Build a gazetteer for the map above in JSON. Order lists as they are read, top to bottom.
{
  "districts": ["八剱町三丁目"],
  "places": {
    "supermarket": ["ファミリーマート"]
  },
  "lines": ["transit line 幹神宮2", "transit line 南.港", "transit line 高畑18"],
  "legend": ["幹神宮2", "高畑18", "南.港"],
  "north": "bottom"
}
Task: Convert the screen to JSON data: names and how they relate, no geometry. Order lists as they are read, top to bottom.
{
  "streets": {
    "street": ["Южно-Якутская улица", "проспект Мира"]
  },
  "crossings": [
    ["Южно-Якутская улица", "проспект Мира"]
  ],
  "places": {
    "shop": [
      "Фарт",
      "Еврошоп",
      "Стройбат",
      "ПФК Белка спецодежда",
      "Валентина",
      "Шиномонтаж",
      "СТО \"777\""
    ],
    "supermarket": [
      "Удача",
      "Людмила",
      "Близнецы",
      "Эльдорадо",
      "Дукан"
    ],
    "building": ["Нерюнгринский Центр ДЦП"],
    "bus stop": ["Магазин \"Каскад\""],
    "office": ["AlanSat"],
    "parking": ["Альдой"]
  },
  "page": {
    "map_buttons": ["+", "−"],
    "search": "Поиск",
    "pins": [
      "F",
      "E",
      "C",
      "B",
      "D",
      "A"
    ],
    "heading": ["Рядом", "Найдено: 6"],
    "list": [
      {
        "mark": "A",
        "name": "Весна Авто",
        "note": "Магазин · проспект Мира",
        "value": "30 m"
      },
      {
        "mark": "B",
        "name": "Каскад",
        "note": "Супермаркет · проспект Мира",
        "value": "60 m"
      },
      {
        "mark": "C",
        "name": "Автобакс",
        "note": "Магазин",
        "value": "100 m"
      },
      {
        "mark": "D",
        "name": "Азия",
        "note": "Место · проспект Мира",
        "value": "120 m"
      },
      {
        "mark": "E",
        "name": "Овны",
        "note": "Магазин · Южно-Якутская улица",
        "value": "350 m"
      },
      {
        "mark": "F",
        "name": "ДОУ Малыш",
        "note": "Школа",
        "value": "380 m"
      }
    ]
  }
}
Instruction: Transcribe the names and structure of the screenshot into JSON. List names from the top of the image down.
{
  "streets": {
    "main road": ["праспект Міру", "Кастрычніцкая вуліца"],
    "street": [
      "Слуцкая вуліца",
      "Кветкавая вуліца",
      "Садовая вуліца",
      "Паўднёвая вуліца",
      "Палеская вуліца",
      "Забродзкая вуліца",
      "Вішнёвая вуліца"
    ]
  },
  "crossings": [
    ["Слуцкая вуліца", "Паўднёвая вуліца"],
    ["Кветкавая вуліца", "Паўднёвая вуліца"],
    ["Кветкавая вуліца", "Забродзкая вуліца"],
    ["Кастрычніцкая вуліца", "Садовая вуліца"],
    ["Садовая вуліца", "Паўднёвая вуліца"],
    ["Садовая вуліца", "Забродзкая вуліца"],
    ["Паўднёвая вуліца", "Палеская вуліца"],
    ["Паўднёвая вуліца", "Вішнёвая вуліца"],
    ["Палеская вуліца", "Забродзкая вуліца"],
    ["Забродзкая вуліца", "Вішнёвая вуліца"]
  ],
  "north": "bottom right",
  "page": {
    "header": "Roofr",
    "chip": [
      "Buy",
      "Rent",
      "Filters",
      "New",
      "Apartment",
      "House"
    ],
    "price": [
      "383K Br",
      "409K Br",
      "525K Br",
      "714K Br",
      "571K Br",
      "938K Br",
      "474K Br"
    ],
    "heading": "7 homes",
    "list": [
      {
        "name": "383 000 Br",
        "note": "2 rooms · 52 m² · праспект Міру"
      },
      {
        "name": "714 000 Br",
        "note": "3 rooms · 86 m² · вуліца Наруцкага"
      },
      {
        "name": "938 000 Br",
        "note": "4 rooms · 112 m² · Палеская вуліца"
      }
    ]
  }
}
****************************************
### What to do
Extract every line of the records above that contains the word "Садовая".

### Reply
      "Садовая вуліца",
    ["Кастрычніцкая вуліца", "Садовая вуліца"],
    ["Садовая вуліца", "Паўднёвая вуліца"],
    ["Садовая вуліца", "Забродзкая вуліца"],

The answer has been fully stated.